A crónica de Rubem Braga, fala dum acontecimento teve a ver um homem a nadar na praia. Ele ficou o vendo e anotando cada movimento daquele "nobre animal"e ponderando sobre a beleza do momento. Mas qual é a verdade dessa crónica? O que o autor está tentando dizer?

A citação diz que "não sou mais responsável por ele," que revela a obrigação que o autor sente dele mesmo. Porque tem obrigação? Bem, como nós aprendemos, ele vê o homem a nadar como um "correto irmão." A crónica não somente está falando sobre a beleza dum homem a nadar, mas fala sobre o amor do irmão. Naquele tempo todo, o autor sentiu que precisava de acompanhá-lo para que pudesse testemunhar com seu irmão que ele atingisse o telhado vermelho...a sua meta."E ele o antigiu."

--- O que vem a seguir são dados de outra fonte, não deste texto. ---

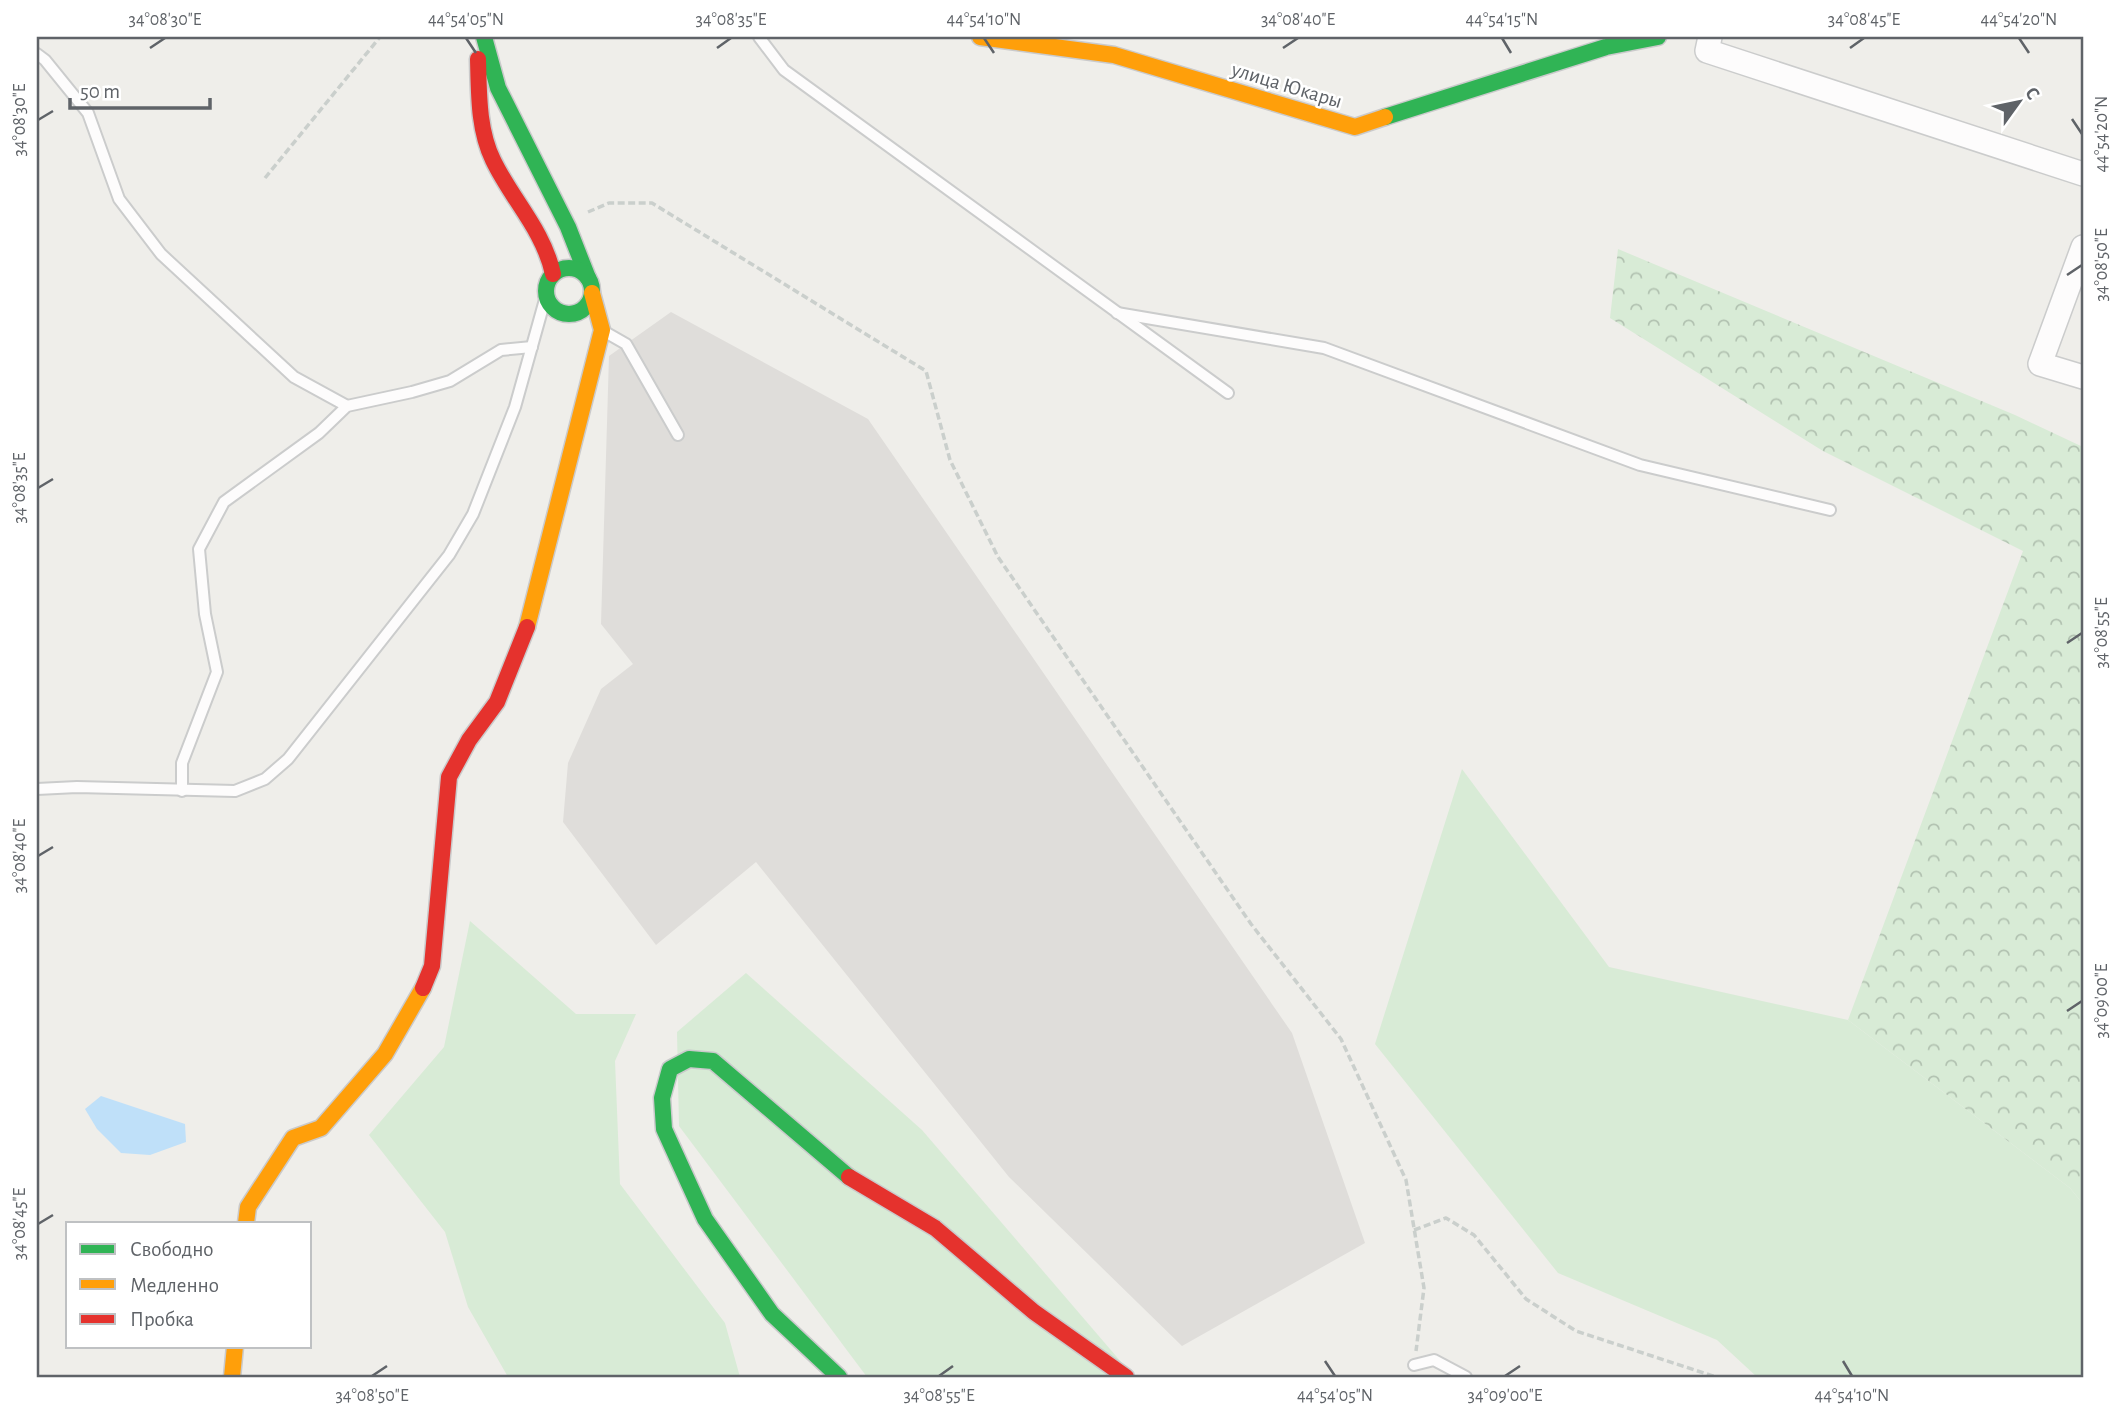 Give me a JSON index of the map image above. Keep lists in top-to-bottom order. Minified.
{"streets":{"street":["улица Юкары"]},"legend":["Свободно","Медленно","Пробка"],"scale_bar":"50 m","north":"top right","coordinates":["34°08'30\"E","44°54'05\"N","34°08'35\"E","44°54'10\"N","34°08'40\"E","44°54'15\"N","34°08'45\"E","44°54'20\"N","34°08'50\"E","34°08'55\"E","34°09'00\"E"]}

Talvez não fosse o apoio mais alto, nem poderoso; não obstante, foi um apoio que deu ao seu irmão por fazer algo "de um modo puro e viril." Ao ler, sinto-me a relação que irmãos têm é algo também puro e viril. É poderoso. Acho que o Sr. Braga queria que os leitores entendessem esse ponto, que o amor e o apoio dos irmãos são essenciais na sociedade por que nos "faz bem."

Friday, October 4, 2013

Estão Apenas Ensaiando

"Desanca o diretor, diz que não dá para mostrar desespero com um texto daqueles, inverossímil...[no] mundo do lado de fora esteve perfeito na pele do lavrador em sua súplica diante da morte." (página 74 e 76

Porquê escreve um conto assim? Qual é o significado? Bem, não sei perfeitamente, mas se eu percebi pelo menos algumas partes desse conto, então eu acho é meu dever para esforçar-me a entender o texto. É interessante como o autor do texto usa ironia para ensinar-nos o seu ponto. "Estão apenas ensaiando" é repetido várias vezes como se o autor estivesse a lembrar-nos de cada momento. Mas enfim, a ironia é que "o ensaio" torna-se real. O homem a agir como o lavrador não conseguia agir com um texto "inverossímil." O diretores continuavam a pará-lo durante do ensaio para corrigi-lo, até no final, ele agiu perfeitamente porque perdeu no "mundo do lado de fora" a sua mulher. Não foi apenas um ensaio.

A ironia ajuda-nos ver que na leitura há uma ligação no mundo irreal (os textos, livros) e o mundo real. Essa ironia não somente é um desafio, mas também um aviso. Quantas vezes no temos achado como o homem lavrador, não percebendo o texto e não conseguindo entender o sentimento do momento. É um desafio como leitores de esforçar-nos mentalmente para entender os textos que lemos. Pode-se sentir emoção por causa duma caneta e papel. No obstante, o autor também deixa um aviso. Vemos que o lavrador finalmente "esteve perfeito," mas era por causa da realidade na sua vida. Finalmente entendeu o texto, mas por um preço. O autor está a avisar-nos que se desistirmos de entender um texto, um dia o nosso mundo e o mundo do texto serão ligados e teremos que sentir uma dor tal como o lavrador para realmente entender: "compreende que por um instante encarnou de fato o lavrador...por uma trapaça do destino, tornou-se o próprio lavrador..."

O autor só pede que façamos um esforço mental para compreender os textos que lemos para que nos preparemos para o futuro e nos tornemos pessoas mais sábias.